Elias Vaz propõe benefício para dependentes de profissionais de Saúde que morrerem em decorrência de coronavírus

O deputado federal Elias Vaz (PSB-GO) apresentou projeto na Câmara para instituir o Benefício Pecuniário Especial (BPE), uma espécie de pensão complementar, aos dependentes de profissionais de Saúde que, no exercício de suas atividades, falecerem vítimas do coronavírus. Com a Reforma da Previdência, aprovada no ano passado, o valor de pensões foi reduzido praticamente pela metade e a iniciativa do deputado é uma ferramenta para recuperar essa perda. “Por essas e outras, votei contra a Reforma. Não é justo que as pessoas percam o ente querido, que está trabalhando pelo coletivo, e ainda passem por dificuldades financeiras”, afirma Elias Vaz.

A Itália registrou mais de 12,8 mil profissionais infectados pela doença; na Espanha, foram 3,5 mil no mês passado e, em Portugal, quase 14 mil até agora.  Estudo da Universidade Federal do Rio de Janeiro (UFRJ) aponta que 25% dos trabalhadores da rede pública de Saúde do Estado foram infectados. Segundo o Conselho Nacional de Enfermagem, a Covid-19 causou a morte de 30 profissionais da categoria em todo o país até a última quarta-feira (15) e outros 4 mil estão afastados, 500 já tiveram a doença confirmada e outros 3,5 mil aguardam investigação.

“A União precisa oferecer proteção especial a quem está trabalhando no enfrentamento à Covid-19. O país vive uma guerra e os soldados estão nos hospitais, laboratórios e ambulâncias lutando para salvar vidas. Mesmo com preparo e conhecimento, eles têm altas chances de serem contaminados pelo coronavírus. E enfrentam até mesmo a falta de equipamentos básicos de proteção, como máscaras”, ressalta o deputado.

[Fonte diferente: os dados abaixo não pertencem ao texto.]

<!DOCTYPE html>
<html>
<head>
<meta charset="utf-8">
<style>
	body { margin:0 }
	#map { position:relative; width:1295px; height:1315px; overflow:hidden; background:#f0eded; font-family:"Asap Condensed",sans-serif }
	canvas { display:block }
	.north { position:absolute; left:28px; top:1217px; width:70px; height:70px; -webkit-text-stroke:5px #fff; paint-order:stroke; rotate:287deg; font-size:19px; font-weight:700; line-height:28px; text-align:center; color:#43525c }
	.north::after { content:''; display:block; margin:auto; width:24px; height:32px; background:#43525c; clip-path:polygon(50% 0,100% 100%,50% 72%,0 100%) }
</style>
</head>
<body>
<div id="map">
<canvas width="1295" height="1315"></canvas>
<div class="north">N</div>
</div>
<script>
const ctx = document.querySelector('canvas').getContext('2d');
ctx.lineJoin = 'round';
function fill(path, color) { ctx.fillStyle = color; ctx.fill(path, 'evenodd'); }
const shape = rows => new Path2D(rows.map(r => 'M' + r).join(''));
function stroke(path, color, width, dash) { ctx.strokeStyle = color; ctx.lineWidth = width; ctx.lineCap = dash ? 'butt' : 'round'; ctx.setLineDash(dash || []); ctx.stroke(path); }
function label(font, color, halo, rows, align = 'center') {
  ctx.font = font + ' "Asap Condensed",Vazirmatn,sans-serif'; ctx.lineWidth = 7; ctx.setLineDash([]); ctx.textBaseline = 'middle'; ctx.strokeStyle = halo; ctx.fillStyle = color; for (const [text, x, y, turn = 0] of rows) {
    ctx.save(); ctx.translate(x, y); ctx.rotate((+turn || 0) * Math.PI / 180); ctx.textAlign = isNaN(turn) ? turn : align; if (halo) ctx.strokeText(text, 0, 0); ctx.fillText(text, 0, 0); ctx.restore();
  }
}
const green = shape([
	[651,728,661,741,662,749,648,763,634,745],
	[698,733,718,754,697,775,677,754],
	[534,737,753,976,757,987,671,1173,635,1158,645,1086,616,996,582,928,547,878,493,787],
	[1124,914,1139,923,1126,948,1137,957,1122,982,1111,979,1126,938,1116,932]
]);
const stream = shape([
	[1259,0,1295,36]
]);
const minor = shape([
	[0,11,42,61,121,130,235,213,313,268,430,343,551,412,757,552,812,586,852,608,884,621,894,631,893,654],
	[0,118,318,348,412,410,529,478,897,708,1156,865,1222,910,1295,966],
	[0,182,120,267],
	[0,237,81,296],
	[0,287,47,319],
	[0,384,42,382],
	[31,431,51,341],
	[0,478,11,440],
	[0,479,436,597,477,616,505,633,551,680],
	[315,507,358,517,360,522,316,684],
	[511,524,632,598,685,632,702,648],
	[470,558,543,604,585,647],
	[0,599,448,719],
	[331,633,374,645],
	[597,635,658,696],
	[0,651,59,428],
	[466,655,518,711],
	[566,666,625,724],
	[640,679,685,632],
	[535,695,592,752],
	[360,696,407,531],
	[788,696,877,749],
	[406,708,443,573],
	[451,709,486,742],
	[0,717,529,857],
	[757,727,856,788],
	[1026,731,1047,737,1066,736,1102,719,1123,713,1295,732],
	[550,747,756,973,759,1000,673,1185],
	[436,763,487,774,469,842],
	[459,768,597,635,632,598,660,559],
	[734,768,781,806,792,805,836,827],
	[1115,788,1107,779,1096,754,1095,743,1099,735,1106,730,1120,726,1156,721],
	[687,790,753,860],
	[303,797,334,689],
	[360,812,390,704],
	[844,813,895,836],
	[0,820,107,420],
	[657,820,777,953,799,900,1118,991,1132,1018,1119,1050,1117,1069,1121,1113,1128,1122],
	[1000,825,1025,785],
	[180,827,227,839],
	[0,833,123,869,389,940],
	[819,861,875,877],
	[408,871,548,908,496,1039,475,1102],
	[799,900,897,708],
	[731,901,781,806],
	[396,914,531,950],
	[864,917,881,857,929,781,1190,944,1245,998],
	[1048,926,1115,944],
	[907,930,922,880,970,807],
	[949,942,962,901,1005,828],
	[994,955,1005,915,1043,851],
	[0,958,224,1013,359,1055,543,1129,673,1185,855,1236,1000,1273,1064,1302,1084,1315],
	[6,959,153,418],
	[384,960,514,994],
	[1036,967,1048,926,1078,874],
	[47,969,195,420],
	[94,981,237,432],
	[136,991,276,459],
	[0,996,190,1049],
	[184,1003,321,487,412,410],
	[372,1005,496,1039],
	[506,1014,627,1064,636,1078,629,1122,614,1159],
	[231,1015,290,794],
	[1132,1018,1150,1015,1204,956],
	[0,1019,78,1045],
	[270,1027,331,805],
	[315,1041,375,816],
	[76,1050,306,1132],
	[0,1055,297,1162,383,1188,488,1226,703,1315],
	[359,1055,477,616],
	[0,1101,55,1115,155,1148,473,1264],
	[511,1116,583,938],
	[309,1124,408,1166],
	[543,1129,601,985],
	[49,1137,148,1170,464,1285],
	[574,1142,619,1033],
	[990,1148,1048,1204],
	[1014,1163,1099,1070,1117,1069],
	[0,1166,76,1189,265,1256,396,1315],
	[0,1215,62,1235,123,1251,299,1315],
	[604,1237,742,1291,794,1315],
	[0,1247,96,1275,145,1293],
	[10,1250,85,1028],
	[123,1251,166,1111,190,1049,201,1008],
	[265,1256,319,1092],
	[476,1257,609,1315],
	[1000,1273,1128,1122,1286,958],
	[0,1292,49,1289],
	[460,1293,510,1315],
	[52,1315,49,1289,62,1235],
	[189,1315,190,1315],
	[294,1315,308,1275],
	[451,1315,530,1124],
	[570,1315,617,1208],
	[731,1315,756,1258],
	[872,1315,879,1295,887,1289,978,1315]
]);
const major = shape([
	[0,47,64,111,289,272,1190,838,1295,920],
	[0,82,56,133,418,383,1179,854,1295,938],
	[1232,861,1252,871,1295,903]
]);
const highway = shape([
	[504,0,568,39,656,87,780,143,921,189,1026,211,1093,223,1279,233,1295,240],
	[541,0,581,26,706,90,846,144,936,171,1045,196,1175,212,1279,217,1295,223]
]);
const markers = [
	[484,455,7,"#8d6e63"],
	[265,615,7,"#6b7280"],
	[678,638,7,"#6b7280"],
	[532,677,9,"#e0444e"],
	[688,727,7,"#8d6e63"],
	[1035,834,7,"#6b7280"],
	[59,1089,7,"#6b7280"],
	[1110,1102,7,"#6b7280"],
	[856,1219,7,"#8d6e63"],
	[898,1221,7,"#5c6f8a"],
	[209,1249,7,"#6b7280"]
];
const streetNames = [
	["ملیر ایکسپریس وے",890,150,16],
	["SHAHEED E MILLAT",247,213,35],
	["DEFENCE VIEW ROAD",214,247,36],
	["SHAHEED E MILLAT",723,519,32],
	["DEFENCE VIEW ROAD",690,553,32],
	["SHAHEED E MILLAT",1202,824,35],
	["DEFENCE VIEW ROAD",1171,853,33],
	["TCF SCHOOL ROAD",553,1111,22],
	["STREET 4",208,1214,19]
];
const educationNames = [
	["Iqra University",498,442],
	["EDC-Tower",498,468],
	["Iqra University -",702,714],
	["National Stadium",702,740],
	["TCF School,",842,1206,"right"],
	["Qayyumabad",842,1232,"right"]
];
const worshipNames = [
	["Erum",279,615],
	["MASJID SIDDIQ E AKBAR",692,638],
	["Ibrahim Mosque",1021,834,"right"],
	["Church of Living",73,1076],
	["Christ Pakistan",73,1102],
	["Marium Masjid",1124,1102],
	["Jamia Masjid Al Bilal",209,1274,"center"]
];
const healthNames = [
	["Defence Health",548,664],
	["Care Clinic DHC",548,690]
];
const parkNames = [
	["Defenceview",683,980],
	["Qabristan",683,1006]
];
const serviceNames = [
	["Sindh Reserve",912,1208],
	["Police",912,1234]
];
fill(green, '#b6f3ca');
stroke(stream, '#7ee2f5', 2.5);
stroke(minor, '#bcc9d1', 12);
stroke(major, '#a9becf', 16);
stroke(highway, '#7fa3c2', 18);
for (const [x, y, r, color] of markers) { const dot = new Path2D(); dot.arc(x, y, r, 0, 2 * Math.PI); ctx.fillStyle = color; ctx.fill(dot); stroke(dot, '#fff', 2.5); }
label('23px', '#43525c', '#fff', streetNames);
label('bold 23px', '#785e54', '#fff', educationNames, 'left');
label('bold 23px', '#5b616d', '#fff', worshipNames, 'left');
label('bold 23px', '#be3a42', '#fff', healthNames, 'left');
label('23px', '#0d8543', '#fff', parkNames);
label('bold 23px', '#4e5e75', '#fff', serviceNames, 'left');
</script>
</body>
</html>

Para o profissional segurado ao Regime Geral de Previdência Social, o benefício corresponderá à diferença entre o valor da pensão por morte, fixado pelo INSS, e a média dos 80% maiores salários de contribuição ao longo da vida. O dependente, para ter acesso ao benefício, deve apresentar registro do profissional, carteira de trabalho assinada, contrato de trabalho ou qualquer instrumento contratual que comprove o vínculo com a unidade de saúde; registro de ponto ou outra comprovação de trabalho efetivo em unidade, incluindo laboratórios, que tenha atuado no combate ao coronavírus e atestado de óbito que comprove a morte por COVID-19 ou teste de laboratório com resultado positivo.

O projeto inclui, entre os beneficiários, dependentes de profissionais terceirizados ou de cooperativas.  “Queremos beneficiar os parentes não só de quem atuou no atendimento aos pacientes diretamente, mas no apoio operacional, transporte, segurança, limpeza, lavanderia e cozinha, ou seja, pessoas que foram mais expostas ao vírus”, esclarece o deputado.